Ricordo qualche anno fa, quando nei telegiornali e sui giornali si sottolineava la “pericolosità” di uno strumento come Internet con la sua pletora di virus, intrusioni, maniaci pedofili, ladri di carte di credito tutti pronti ad aspettare l’ignaro cittadino dietro l’angolo per farne carne morta. O almeno questa era l’immagine che veniva propagata da quei giornalisti e quei giornali che avevano subodorato la minaccia alla loro egemonia nell’informazione da parte di questo nuovo mezzo. Poi, come si dice: “se non puoi battere il tuo nemico, alleati con lui”. Così questo attacco strisciante è cessato, e anzi Internet è diventato un canale preferenziale di molti per diffondere le notizie o più semplicemente (e modestamente) le proprie opinioni.

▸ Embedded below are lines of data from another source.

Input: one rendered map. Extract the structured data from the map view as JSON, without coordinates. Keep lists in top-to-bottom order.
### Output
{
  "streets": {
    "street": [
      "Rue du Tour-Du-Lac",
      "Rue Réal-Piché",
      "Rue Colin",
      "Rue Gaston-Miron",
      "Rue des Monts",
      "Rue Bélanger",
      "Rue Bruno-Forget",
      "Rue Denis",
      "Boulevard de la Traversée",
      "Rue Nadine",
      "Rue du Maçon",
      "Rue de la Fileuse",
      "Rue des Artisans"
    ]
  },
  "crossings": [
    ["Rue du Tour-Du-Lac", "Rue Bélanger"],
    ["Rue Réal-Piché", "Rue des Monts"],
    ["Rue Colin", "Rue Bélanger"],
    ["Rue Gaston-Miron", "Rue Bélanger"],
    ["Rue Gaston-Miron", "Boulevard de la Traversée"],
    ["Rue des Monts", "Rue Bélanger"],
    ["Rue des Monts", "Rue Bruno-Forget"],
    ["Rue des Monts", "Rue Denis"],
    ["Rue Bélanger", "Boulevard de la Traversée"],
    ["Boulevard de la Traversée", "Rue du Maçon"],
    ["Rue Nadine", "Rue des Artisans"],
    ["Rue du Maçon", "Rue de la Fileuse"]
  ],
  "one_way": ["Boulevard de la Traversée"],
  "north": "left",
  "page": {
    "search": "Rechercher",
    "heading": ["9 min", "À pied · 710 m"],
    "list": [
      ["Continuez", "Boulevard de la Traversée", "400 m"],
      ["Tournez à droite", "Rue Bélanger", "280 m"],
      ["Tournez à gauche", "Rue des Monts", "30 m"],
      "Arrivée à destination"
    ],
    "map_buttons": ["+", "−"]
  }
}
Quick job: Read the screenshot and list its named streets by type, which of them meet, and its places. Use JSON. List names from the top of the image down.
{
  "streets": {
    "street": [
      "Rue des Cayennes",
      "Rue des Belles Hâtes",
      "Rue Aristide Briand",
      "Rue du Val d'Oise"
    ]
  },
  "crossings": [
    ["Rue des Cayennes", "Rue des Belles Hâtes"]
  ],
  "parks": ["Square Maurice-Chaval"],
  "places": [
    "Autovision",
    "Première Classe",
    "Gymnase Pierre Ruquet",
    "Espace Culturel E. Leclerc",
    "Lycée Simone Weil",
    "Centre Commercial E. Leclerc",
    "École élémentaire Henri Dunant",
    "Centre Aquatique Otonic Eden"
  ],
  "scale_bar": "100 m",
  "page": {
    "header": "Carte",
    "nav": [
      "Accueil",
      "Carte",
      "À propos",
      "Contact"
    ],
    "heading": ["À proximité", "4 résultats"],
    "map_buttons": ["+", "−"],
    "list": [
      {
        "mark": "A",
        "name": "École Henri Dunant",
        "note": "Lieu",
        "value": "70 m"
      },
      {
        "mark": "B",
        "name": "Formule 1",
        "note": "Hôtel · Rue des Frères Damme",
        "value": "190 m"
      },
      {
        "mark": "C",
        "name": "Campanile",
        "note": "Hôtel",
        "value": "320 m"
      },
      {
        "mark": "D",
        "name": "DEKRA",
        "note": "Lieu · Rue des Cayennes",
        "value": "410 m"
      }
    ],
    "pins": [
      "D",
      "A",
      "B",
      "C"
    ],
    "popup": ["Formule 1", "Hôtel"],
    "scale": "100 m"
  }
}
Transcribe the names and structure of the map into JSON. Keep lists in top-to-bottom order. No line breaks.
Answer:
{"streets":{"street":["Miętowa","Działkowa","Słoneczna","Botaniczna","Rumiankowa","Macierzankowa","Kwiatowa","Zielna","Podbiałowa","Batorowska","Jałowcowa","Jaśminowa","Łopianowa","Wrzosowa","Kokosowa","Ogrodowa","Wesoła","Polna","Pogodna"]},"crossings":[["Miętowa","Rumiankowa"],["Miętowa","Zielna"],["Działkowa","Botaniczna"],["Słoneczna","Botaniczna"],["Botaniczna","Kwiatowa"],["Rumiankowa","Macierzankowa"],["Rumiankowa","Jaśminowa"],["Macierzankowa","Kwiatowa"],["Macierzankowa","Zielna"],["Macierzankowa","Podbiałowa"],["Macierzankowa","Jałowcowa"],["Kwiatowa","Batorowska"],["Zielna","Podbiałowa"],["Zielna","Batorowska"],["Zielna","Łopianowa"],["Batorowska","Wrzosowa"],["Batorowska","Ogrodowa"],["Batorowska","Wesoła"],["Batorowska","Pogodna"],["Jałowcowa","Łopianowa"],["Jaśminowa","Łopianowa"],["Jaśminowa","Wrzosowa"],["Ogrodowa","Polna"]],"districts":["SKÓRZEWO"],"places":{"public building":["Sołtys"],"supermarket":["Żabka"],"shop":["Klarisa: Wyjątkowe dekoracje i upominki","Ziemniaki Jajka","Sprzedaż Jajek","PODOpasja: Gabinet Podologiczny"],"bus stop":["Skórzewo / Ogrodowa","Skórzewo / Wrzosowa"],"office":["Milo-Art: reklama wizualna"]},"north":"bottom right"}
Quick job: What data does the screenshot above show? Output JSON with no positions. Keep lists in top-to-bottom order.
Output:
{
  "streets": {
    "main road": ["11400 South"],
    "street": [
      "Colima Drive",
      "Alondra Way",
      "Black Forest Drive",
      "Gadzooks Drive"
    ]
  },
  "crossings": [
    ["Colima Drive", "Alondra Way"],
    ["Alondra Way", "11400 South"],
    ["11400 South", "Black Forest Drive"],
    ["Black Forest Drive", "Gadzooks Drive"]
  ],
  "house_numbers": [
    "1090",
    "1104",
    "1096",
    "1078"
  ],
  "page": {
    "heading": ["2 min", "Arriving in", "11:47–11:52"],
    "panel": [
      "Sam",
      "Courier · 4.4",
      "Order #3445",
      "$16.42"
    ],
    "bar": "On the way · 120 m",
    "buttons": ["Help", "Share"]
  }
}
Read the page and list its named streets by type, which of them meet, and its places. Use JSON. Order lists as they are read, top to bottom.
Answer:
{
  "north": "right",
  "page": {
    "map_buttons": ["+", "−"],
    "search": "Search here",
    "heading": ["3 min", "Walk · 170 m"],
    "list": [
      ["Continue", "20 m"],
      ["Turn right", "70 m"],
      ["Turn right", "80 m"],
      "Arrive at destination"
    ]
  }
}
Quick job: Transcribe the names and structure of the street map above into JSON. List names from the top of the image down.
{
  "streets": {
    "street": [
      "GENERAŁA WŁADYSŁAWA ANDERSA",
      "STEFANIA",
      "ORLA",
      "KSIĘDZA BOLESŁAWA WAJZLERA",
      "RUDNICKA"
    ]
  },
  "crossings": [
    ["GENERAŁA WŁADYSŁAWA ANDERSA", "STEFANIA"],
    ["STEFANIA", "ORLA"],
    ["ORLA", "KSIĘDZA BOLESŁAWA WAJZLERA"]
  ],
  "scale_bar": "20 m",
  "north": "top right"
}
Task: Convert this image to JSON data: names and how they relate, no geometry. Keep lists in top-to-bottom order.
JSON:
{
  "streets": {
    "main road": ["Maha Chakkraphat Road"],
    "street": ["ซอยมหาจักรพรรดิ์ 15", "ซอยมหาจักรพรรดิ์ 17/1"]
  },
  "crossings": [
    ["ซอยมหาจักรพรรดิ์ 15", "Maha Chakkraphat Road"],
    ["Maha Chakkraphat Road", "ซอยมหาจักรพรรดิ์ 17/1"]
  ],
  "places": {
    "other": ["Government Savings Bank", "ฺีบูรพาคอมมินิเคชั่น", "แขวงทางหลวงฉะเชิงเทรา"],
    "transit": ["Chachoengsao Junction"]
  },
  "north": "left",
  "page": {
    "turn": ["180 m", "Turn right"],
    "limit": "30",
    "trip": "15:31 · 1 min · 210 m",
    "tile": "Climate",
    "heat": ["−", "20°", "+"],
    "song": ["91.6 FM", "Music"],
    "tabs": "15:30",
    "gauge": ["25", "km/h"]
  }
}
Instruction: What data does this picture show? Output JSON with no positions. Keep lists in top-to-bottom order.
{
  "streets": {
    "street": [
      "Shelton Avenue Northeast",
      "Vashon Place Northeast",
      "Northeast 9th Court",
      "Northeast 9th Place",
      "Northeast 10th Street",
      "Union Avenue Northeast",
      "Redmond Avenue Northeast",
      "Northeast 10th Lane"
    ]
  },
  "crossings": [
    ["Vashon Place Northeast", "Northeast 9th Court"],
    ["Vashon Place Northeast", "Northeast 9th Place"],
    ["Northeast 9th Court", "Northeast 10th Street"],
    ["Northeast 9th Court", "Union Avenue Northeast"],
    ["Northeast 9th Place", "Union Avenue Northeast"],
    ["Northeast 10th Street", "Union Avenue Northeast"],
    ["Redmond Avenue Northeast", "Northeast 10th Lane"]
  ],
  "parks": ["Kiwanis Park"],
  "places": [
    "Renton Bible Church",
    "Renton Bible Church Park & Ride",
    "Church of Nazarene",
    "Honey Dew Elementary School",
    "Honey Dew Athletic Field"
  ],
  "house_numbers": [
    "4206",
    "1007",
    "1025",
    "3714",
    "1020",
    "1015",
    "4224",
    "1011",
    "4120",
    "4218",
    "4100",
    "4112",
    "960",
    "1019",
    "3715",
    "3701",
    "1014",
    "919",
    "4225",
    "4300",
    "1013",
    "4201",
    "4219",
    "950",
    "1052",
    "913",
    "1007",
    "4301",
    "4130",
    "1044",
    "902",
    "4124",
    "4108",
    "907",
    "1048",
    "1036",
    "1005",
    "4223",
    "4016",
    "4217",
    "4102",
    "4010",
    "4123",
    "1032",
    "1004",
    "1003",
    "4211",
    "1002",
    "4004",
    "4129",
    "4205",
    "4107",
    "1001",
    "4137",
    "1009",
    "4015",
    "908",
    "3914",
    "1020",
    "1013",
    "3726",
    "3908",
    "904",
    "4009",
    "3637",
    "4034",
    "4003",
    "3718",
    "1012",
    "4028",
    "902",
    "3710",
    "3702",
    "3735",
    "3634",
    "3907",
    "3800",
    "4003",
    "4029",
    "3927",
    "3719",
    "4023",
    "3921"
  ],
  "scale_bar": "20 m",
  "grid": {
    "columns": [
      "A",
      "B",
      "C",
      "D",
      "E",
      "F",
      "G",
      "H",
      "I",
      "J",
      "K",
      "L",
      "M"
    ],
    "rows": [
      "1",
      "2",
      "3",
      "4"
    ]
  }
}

La potenza di questo mezzo oramai è sotto gli occhi di tutti. Come i risultati di questa libera circolazione dell’informazione. Solo coloro che vogliono fare finta di nulla potrebbero dire che i movimenti popolari nell’area medio-orientale non siano legati ad Internet ed alla libera circolazione e fruizione delle informazioni. Internet diventa il mezzo per denunciare, mostrare, raccontare cose che in tempi andati nessuno avrebbe mai saputo o nemmeno sospettato. Ovviamente – come in tutte le cose – c’è chi se ne approfitta per tentare di colpire, abusare, mentire, ma se riusciamo a far crescere il nostro senso critico e a non farci obnubilare dalle nostre passioni o dal nostro interesse, questa libertà assoluta di informazione può davvero diventare un patrimonio importante. Non a caso gli integralismi e i regimi totalitari aborrono la tecnologia.

Riprova ne sia che oramai i “combattenti per la libertà” sono costretti a rapire i bambini e a imbottirli di esplosivo per portare a termine le azioni che questi “santi uomini” non hanno il fegato di compiere di persona. Una crisi di vocazioni della jihad dovuta quasi sicuramente proprio all’avvento del Messia Elettronico, che ha mostrato a tutti che esiste un modo diverso, e forse migliore, di vincere le proprie battaglie…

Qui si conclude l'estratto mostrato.